The pregame was filled with such nervous anticipation. We had a very good chance in this game. I mean, if Iowa State can win its first game in Norman over Oklahoma since 1990, its second win over the Sooners since 1962 and just its sixth win ever, there’s no reason we couldn’t hand it to the Badgers at home. We were sporting a 20-game home winning streak at night and had only lost five times ever at home under the lights. No one was giving us a chance, even the bookies with nearly a two-touchdown spread. We have ’em right where we want ’em!
As if the tunnel walk on the Huskervision screen from 1997 wasn’t enough to get me to run through 15 brick walls, seeing former Husker and ’97 champion Grant Wistrom in the locker room -- sporting a modern-day Blackshirt leading the team in the pregame prayer -- there’s no way we lose!
And then, pick six. Ugh.
The majority of the Memorial Stadium sellout crowd was donning black shirts as requested by the student section, however, this play on Nebraska’s first drive had me seeing red.
It was a third and two near the red zone. The Huskers were on a phenomenal drive to begin the game, using Devine Ozigbo to rush the ball down Wisconsin’s gullet. No. 22 was busting up the Badgers with runs of six yards and up on a consistent basis, getting good push behind that offensive line.
So why on a third and two during a drive you’ve been running it with such success do you decide to throw a pass to Ozigbo, whose strength is not catching the ball and risk such a disastrous start?
At the very worst, you run the ball with Ozigbo and he can’t pick it up and you send Drew Brown out there to take a 3-0 lead. Instead, you essentially spot the road team seven points and completely take the air out of the stadium.
Players and coaches said after the game they had practiced that third and two passing play over and over again in practice and had what they wanted there -- just got a bad break. Don’t get cute on third down -- run the dadgum ball.
A very good majority of the 1997 team returned to Lincoln over the weekend for the reunion celebration, but one notable player was absent. That’s ole No. 7.
He was a little busy on Saturday night, knocking the creampuff out of Cincinnati, 51-23. The Knights are averaging 47.5 points per game – the nation’s No. 1 offense. They’re 4-0 for the first time since 1982. Last year, Scott Frost’s first year at the helm, UCF finished 6-7. The year before that, without him, they were 0-12.
In less than a year and a half, Frost has completely turned that program upside down and moving forward full steam ahead, ranked in the top 25. Mike Riley is in his third year and the Huskers are 3-3 and seemingly more lost than before he showed up.
If you want Frost to make a triumphant return home, you better scoop him up before someone from the SEC or ACC does.
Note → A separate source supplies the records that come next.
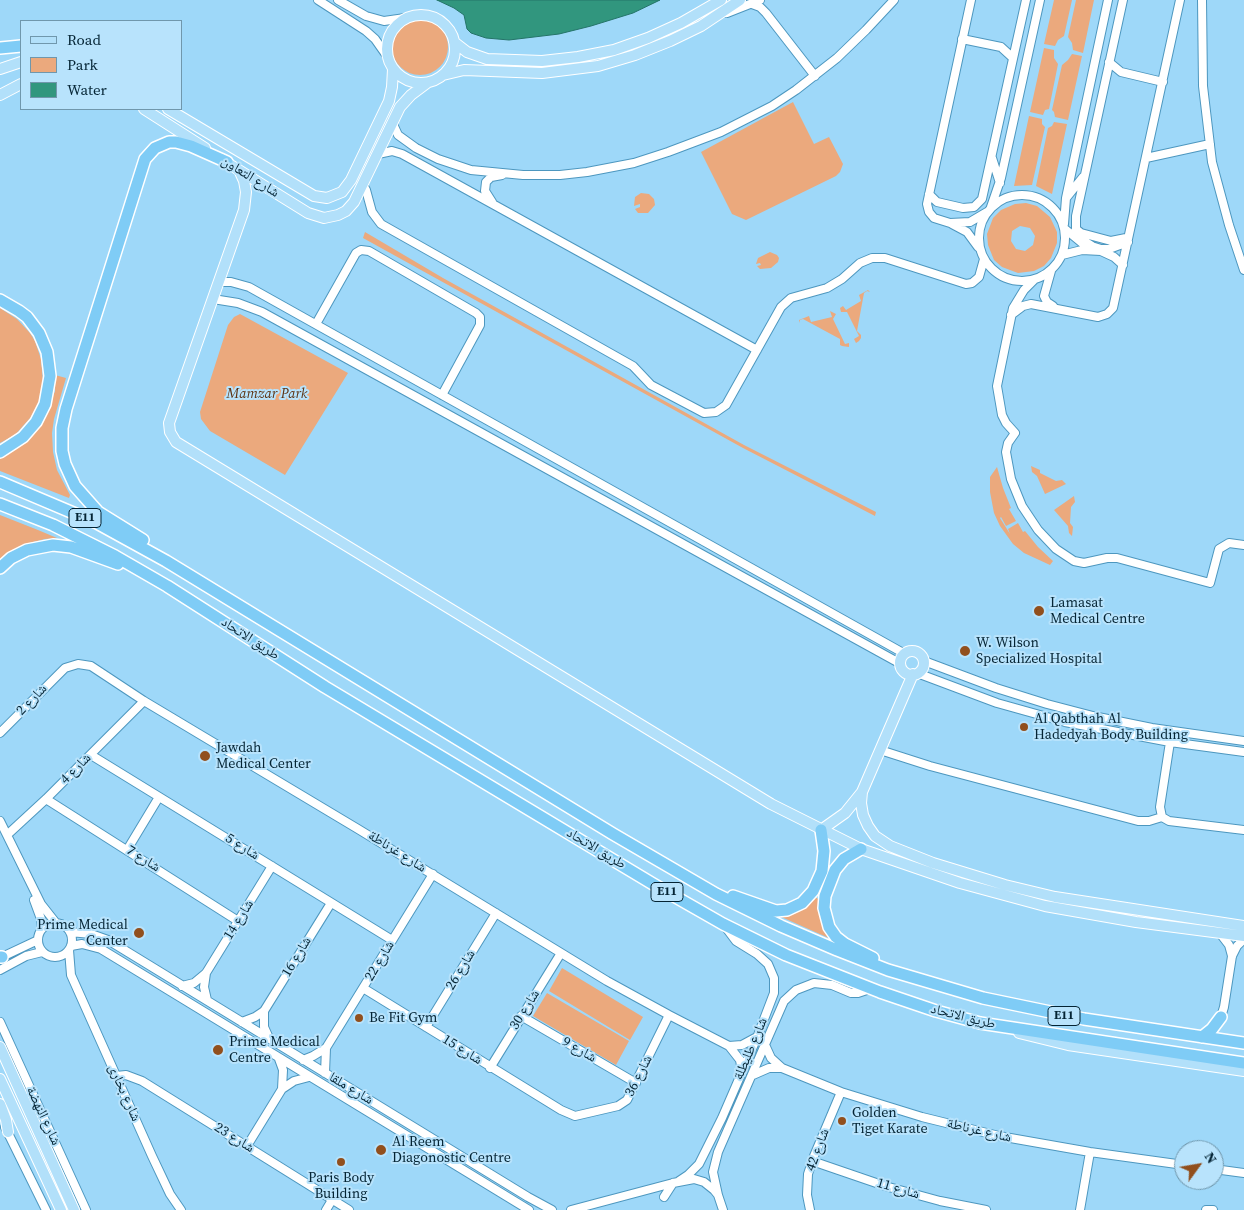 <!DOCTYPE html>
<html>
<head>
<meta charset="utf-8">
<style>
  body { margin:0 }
  #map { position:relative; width:1244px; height:1210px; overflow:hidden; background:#9ed8f9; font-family:"Source Serif 4",serif }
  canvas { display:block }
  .legend { position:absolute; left:20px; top:20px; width:162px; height:90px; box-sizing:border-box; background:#b8e3fc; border:1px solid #7097ac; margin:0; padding:6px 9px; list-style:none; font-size:15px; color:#042434 }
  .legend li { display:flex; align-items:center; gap:10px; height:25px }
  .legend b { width:25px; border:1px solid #7097ac }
  .north { position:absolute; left:1174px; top:1140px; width:50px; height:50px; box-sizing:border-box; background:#b8e3fc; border:1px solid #7097ac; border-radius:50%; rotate:58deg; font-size:14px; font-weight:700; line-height:20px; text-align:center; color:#042434 }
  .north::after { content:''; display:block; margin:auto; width:18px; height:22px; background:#914f1d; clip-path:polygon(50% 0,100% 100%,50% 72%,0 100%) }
</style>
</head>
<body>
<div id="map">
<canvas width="1244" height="1210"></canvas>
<ul class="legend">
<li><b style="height:6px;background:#b2e0fa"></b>Road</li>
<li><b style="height:14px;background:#eba97d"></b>Park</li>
<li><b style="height:14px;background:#31967e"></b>Water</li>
</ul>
<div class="north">N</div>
</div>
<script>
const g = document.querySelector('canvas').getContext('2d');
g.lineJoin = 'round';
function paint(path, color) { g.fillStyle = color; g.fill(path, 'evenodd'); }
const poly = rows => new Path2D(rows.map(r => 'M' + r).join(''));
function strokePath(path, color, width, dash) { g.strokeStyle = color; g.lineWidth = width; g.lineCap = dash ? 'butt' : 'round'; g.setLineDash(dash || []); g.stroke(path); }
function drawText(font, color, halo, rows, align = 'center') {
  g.font = font + ' "Source Serif 4","Noto Naskh Arabic",serif'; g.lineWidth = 4; g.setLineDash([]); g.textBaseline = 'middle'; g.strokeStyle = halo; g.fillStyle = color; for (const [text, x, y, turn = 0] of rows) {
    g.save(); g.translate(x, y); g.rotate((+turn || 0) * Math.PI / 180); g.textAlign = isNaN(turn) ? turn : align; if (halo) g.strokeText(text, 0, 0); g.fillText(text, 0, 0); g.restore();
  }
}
paint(poly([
  [1054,0,1072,0,1064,36,1058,40,1055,46,1044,44],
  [1076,0,1094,0,1083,53,1073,50,1072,43,1068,37],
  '392 47a28 28 0 1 1 56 0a28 28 0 1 1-56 0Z',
  [1044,48,1054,50,1054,58,1058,64,1049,109,1045,110,1043,115,1030,112],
  [1072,54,1082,56,1068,120,1055,117,1054,112,1052,110,1062,65,1068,60],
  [793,102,814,144,829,137,843,164,840,172,836,176,746,220,732,214,701,152],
  [1029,116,1042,119,1042,124,1045,127,1032,185,1014,186],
  [1054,122,1067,124,1052,194,1036,186,1048,128,1052,126],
  [641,193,649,194,654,199,655,205,648,213,638,213,635,209,640,207,640,204,634,206,635,197],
  [1026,203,1037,206,1050,217,1057,232,1057,243,1051,258,1044,266,1034,271,1018,273,1002,267,994,260,988,245,987,234,993,218,1001,210,1015,204],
  [1020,226,1030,228,1035,236,1033,245,1025,251,1016,249,1011,241,1012,231],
  [365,232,443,278,744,445,876,512,875,516,743,448,363,238],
  [770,252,777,255,779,258,778,262,771,268,760,269,757,266,761,265,760,263,756,264,758,258],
  [868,290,870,292,867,291,864,293,857,331,861,335,861,338,859,341,856,343,854,339,859,336,847,312,841,312,840,308,843,306,846,310,861,301,859,295],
  [0,308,17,319,30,333,35,341,41,359,43,381,38,404,31,417,15,435,0,443],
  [830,311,836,314,833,319,845,344,849,343,849,347,842,346,840,345,840,339,803,319,800,320,799,323,799,320,809,316,811,322,832,317],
  [240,314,348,373,285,475,210,431,201,419,200,412,228,325,234,317],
  [55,375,66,378,54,419,52,433,53,452,57,470,70,495,69,498,0,471,0,457,13,451,27,440,40,426,46,416,55,391],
  [1031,466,1040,470,1040,473,1056,481,1062,480,1066,484,1045,494,1037,476,1032,472],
  [997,467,1003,488,1011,508,1009,509,1016,521,1006,526,1001,517,1000,518,1010,534,1008,529,1018,523,1023,532,1025,531,1038,547,1053,561,1050,565,1024,553,1013,544,1000,526,994,513,990,492,990,477],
  [1074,496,1075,502,1071,507,1070,523,1073,527,1072,536,1069,533,1068,526,1054,510],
  [0,515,38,530,57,538,45,539,25,544,12,551,0,561],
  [815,897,820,900,819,910,821,921,831,939,777,915,790,915,800,910,810,904],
  [562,968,643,1017,630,1040,549,991],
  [547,993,629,1041,616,1065,533,1016]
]), '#eba97d');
const water = poly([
  [437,0,660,0,633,13,591,26,559,34,509,40,486,38,471,33,467,29,464,15,454,8,437,0]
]);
paint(water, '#31967e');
strokePath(water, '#247468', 1);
const minor = poly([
  [318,0,366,31,375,39,387,56],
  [338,0,366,16,384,21,405,18],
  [971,0,927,204,929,212,934,218,950,223,970,222,987,212],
  [1202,0,1203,86,1212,162,1229,225,1244,270],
  [752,4,760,7,766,13,815,76],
  [727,13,760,0],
  [962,39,1001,47,1013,58],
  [1109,62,1121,72,1163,82],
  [392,122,398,135,416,148,438,159,471,170,523,175,560,175,587,172,634,163,668,152,721,132,772,106,796,90,837,58,866,30,894,0],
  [378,154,392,151,402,154,757,350],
  [992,158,1000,183],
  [1146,158,1210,144],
  [363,185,366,190,372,212,381,224,633,366,651,385,704,413,716,412,726,405,781,307,791,298,827,288,842,279,860,263,872,258,885,258,966,284,972,283,979,277,984,259],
  [929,194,937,202,963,208,974,207,982,199,1026,0],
  '979 238a43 43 0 1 1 86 0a43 43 0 1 1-86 0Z',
  [1067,197,1083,177],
  [492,202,485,191,486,182,491,177,502,175],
  [991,207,1001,178,1040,0],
  [952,224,967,232,978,247],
  [1064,224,1066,198,1108,0],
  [1065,229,1082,243,1101,249,1109,249,1128,242],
  [1076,229,1081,233,1111,241,1126,238],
  [1092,246,1079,238,1076,229,1076,216,1123,0],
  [1062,255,1082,250,1101,251,1114,257,1123,265],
  [1051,271,1044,296,1047,302,1053,306],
  [1034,280,1024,290,1013,308,997,386,1002,415,1006,423,1015,433,1008,443,1006,452,1011,479,1022,506,1038,530,1056,549,1074,561,1084,563,1107,558,1117,558,1210,583,1219,549,1229,543,1244,545],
  [218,282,231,282,249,287,905,654],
  [213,299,238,303,262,312,901,664],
  [1011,315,1023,306,1031,304,1098,317,1107,314,1113,308,1180,0],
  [316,324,356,253,361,250,369,251,476,313,480,317,480,325,442,395],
  [924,661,996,688,1047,704,1093,716,1152,728,1244,741],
  [917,673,997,703,1065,722,1170,742,1244,752],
  [1065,722,1068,717,1071,716,1085,718],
  [0,733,65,668,78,664,91,666,144,701,358,829,607,981,669,1015,729,1046,740,1060,742,1071],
  [1170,742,1160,807,1162,817,1169,821,1244,830],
  [880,750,930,766,1138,821,1149,821,1162,817],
  [91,755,392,940],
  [46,799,238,921],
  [0,821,41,904,56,923],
  [7,835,46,799,144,701],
  [127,850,159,797],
  [34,900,41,919,42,929],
  '38 940a17 17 0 1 1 34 0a17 17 0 1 1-34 0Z',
  [70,932,91,934,108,940,528,1197,552,1210],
  [1219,932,1229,945,1232,956],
  [71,946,82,944,101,949,529,1210],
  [69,950,71,975,152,1156,170,1194,181,1210],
  [0,958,38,940],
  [0,970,26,956,42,952],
  [206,973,204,987,207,1000],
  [182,986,194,983,206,973,272,866],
  [363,988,561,1110,575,1116,618,1106,627,1100,669,1015],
  [264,1011,264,1027,269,1038],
  [521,1016,636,1083],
  [1221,1017,1224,1007,1232,956,1237,946,1244,939],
  [0,1022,86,1210],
  [242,1022,255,1017,264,1011,331,903],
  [426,1027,496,913],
  [729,1046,742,1045,755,1038],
  [766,1047,771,1058,782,1068,841,1092,922,1117,999,1136,1090,1152,1184,1165],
  [303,1060,313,1056,326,1048,433,874],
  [490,1068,561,953],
  [325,1073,326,1048],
  [753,1075,769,1068,782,1068],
  [116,1076,126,1075,142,1081,349,1210],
  [282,1089,294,1081,309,1077],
  [5,1127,46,1210],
  [247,1146,282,1089,283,1070,279,1059],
  [812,1161,885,1186,940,1201,986,1210],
  [1214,1169,1244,1173],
  [679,1181,688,1175,699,1164,722,1118,758,1035,774,993,774,978,768,964,757,954,736,941,724,925],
  [718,1195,713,1172,718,1152,784,1001,796,990,814,983,832,985,851,993,858,993,870,989],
  [664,1197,673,1183],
  [326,1210,332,1200],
  [571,1210,673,1183,694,1179,704,1182,714,1190,718,1195,723,1210],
  [810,1210,807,1195,808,1174,814,1156,841,1092],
  [1080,1210,1090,1152],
  [1206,1210,1213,1210]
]);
const major = poly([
  '387 49a34 34 0 1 1 68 0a34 34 0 1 1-68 0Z',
  [454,42,467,52,487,59,542,61,578,57,614,50,648,38,681,23,721,0],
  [0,69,21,62],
  [443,75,464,70,542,73,598,66,635,55,670,41,701,26,740,0],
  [0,95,21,84],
  [144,109,205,148],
  [168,109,314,196,327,198,342,192,351,180,389,101,392,87,393,69],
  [221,159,308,213,324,218,338,215,346,211,354,202,400,107,411,95,427,83],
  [239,170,244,181,246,192,244,210,169,423,170,432,176,442,771,804,861,849,960,883,1045,906,1136,922,1244,936],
  '900 663a12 12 0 1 1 24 0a12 12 0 1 1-24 0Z',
  [862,792,861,803,863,815,868,826,875,836,890,846,933,863,1005,885,1055,897,1244,926],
  [821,830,845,813,862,792,913,674],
  [1019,1033,1068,1045,1244,1071],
  [0,1047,74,1210],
  [0,1079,61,1210],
  [0,1104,6,1120,8,1132]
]);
const highway = poly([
  [0,48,21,46],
  [0,300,19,311,27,317,39,333,47,352,50,376,45,404,36,422,23,437,0,452],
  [0,482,97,523,166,561,613,834,716,894,781,926,837,950,888,970,983,998,1084,1019,1244,1043],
  [0,504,53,525,115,556,167,586,325,687,653,884,723,924,786,955,880,992,936,1011,980,1023,1244,1063],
  [143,540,98,512,75,486,65,464,62,451,62,428,66,409,145,159,155,148,169,142,176,142,191,146,227,162],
  [0,568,11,558,27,550,53,545,71,547,118,564],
  [861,849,844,859,835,870,825,896,824,908,829,927,836,937,845,944,873,958],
  [733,896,776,911,787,910,802,903,813,891,822,871,824,851,821,830],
  [0,957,2,957],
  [1202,1037,1212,1029,1221,1017]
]);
strokePath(minor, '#4d97bf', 10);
strokePath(major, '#fff', 12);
strokePath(highway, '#fff', 14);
strokePath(minor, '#fff', 8);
strokePath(major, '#b2e0fa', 10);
strokePath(highway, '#7fccf6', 11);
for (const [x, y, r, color] of [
  [1039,611,6,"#914f1d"],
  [965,651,6,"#914f1d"],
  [1024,727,5,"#914f1d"],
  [205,756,6,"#914f1d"],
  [139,933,6,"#914f1d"],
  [359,1018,5,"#914f1d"],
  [218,1050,6,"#914f1d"],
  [842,1121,5,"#914f1d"],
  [381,1150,6,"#914f1d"],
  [341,1162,5,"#914f1d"]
]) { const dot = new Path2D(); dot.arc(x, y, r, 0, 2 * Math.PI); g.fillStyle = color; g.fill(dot); strokePath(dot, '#b8e3fc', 2); }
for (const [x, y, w] of [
  [85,518,32],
  [667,892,32],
  [1064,1016,32]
]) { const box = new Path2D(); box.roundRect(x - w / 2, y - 9.5, w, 19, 4); g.fillStyle = '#b8e3fc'; g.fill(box); strokePath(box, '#042434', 1); }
drawText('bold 12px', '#042434', null, [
  ["E11",85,518],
  ["E11",667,892],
  ["E11",1064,1016]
]);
drawText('14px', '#042434', '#b8e3fc', [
  ["شارع التعاون",250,177,32],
  ["طريق الاتحاد",250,639,33],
  ["شارع 2",32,700,-46],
  ["شارع 4",76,769,-45],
  ["شارع 5",242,847,32],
  ["طريق الاتحاد",596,849,31],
  ["شارع غرناطة",397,852,32],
  ["شارع 7",143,859,32],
  ["شارع 14",239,920,-58],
  ["شارع 16",297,957,-59],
  ["شارع 22",380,961,-59],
  ["شارع 26",461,970,-59],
  ["شارع 30",525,1010,-58],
  ["طريق الاتحاد",963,1017,14],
  ["شارع طليطلة",751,1049,-67],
  ["شارع 15",462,1050,32],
  ["شارع 9",579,1050,30],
  ["شارع 36",639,1076,-63],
  ["شارع ملقا",351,1089,31],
  ["شارع بخارى",124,1093,66],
  ["شارع النهضة",43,1116,65],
  ["شارع غرناطة",979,1131,13],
  ["شارع 23",234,1138,32],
  ["شارع 42",818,1150,-70],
  ["شارع 11",898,1189,16]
]);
drawText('italic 14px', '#5e3211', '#b8e3fc', [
  ["Mamzar Park",267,394]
]);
drawText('14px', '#042434', '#b8e3fc', [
  ["Lamasat",1050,603],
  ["Medical Centre",1050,619],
  ["W. Wilson",976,643],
  ["Specialized Hospital",976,659],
  ["Al Qabthah Al",1034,719],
  ["Hadedyah Body Building",1034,735],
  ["Jawdah",216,748],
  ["Medical Center",216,764],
  ["Prime Medical",128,925,"right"],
  ["Center",128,941,"right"],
  ["Be Fit Gym",369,1018],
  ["Prime Medical",229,1042],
  ["Centre",229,1058],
  ["Golden",852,1113],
  ["Tiget Karate",852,1129],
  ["Al Reem",392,1142],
  ["Diagonostic Centre",392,1158],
  ["Paris Body",341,1178,"center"],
  ["Building",341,1194,"center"]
], 'left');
</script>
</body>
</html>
It’ll be sooner than later.
I loathe the “give the guy more time” argument. It’s weak. Jim Harbaugh completely flipped the script his first year at Michigan. Nick Saban had Alabama winning the national championship in his third year there and a 12-2 record in year two. Bob Stoops took a struggling Oklahoma program and had them winning a national title in year two.
The right guy can come in and do the same thing here, too.
Frost wasn’t on the sideline with his former teammates Saturday night. But he might be sooner than later.